Participants attained the lowest agreement levels of all four dimensions for the representation dimension. Motivation had a positive impact on representation ICC, but not as much as in the case of other dimensions. Participants struggled with determining the consistency and hence the quality of the hint. As a direct consequence, inter-rater reliability was very low. We believe that this task was the most cognitively challenging of the four, and most participants chose not to invest much effort in solving it.

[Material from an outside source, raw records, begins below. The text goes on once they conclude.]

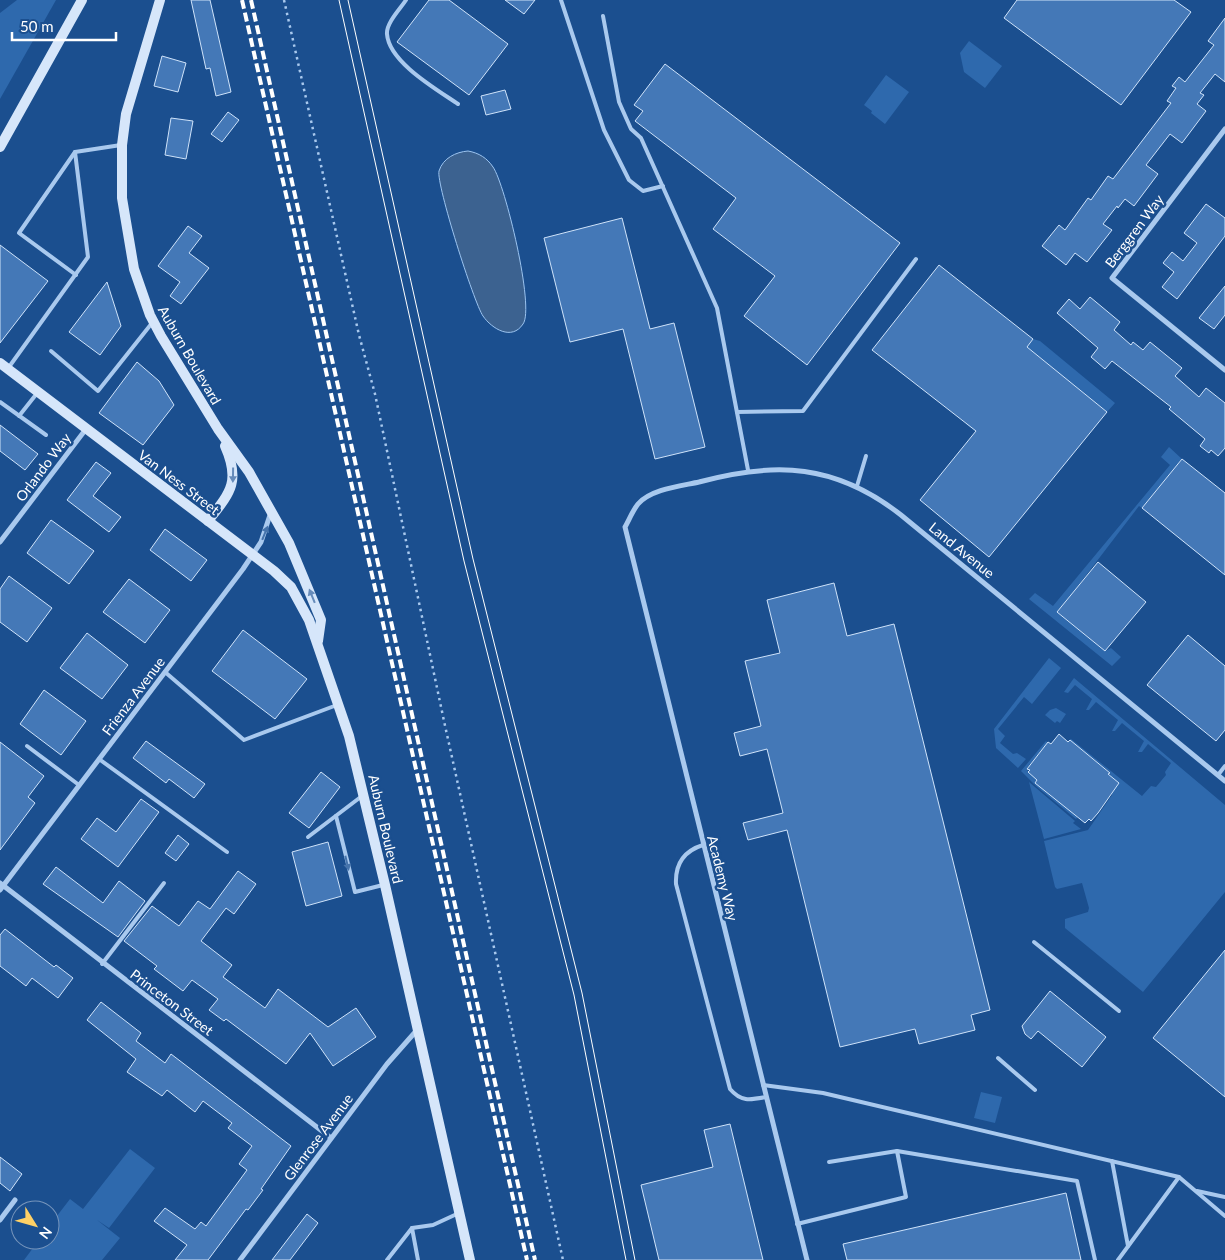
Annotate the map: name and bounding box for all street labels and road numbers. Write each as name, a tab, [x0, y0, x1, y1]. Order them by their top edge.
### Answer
street label: Berggren Way	[1101, 191, 1167, 271]
street label: Auburn Boulevard	[155, 303, 225, 407]
street label: Orlando Way	[12, 429, 75, 505]
street label: Van Ness Street	[135, 446, 223, 518]
street label: Land Avenue	[926, 518, 998, 582]
street label: Frienza Avenue	[98, 653, 168, 739]
street label: Auburn Boulevard	[365, 773, 407, 885]
street label: Academy Way	[704, 833, 742, 923]
street label: Princeton Street	[127, 965, 217, 1039]
street label: Glenrose Avenue	[280, 1090, 356, 1184]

Based on [1416] interpretations of ICC, we summarize the results of the study in Fig 4. Focusing on the groups of unmotivated participants (Q4) and the most motivated participants (Q1), the agreement levels were substantially higher for the motivated participants. Motivation increased the CIQ construct by 0.27 with the following interpretations (from Q4—to Q1): fair—moderate [14], poor—fair [15], and poor—moderate [16]. Comparing our results to findings in the literature [1, 4] further confirms that this study has achieved results with much greater ICC.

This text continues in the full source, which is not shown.